- Opening Delimiter -

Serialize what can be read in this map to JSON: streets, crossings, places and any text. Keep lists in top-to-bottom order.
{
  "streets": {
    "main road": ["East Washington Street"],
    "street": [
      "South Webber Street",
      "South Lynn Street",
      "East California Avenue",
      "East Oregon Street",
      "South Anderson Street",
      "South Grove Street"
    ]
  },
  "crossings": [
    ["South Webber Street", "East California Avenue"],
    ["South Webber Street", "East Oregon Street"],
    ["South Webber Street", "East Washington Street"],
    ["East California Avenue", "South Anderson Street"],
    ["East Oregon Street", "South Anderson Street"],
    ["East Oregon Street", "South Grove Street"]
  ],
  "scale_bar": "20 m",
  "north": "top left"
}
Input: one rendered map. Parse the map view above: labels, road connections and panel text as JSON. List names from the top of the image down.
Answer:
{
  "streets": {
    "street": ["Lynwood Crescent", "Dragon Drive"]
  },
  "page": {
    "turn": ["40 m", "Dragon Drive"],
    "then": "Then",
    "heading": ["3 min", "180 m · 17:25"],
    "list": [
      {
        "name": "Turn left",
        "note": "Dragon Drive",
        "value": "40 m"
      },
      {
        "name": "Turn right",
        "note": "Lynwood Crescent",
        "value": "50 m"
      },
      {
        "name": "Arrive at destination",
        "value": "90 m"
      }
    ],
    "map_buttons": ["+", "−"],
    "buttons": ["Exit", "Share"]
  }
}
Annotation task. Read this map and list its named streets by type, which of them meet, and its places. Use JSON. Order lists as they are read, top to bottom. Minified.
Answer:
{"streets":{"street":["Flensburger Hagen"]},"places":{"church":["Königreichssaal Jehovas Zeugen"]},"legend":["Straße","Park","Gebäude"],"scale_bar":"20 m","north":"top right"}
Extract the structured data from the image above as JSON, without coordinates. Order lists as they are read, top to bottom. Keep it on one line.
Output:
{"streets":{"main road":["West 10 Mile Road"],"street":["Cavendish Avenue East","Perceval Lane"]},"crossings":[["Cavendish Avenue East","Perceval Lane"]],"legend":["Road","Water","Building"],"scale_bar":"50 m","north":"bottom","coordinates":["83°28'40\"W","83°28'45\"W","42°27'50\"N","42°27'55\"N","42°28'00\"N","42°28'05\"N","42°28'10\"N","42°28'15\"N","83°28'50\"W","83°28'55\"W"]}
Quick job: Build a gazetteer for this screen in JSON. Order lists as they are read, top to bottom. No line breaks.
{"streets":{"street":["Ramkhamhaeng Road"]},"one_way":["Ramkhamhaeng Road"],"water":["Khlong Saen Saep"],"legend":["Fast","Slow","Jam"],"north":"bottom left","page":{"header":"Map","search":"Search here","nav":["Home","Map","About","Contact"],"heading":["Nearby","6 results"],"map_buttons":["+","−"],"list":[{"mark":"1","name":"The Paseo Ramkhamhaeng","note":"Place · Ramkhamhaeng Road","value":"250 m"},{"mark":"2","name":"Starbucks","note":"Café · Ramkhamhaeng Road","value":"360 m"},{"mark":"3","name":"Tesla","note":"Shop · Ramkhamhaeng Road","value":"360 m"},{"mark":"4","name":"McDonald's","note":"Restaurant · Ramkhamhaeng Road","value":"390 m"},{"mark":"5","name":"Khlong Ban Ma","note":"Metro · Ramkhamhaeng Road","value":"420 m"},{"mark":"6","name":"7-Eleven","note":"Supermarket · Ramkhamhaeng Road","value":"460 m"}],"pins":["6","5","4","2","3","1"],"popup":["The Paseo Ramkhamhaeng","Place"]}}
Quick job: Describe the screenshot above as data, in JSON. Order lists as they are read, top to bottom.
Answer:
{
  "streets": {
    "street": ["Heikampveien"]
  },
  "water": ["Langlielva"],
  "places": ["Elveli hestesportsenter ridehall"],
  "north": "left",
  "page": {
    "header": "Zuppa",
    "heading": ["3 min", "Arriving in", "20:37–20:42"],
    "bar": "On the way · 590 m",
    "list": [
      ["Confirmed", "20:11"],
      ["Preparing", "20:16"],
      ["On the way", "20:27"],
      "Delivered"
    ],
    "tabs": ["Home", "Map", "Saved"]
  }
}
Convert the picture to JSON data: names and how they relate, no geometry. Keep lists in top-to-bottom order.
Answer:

- Closing Delimiter -

> _TASK TO CARRY OUT_: Within the material, count each line that includes the word "above", and give the total by itself.

> _SOLUTION FOR THIS TASK_: 3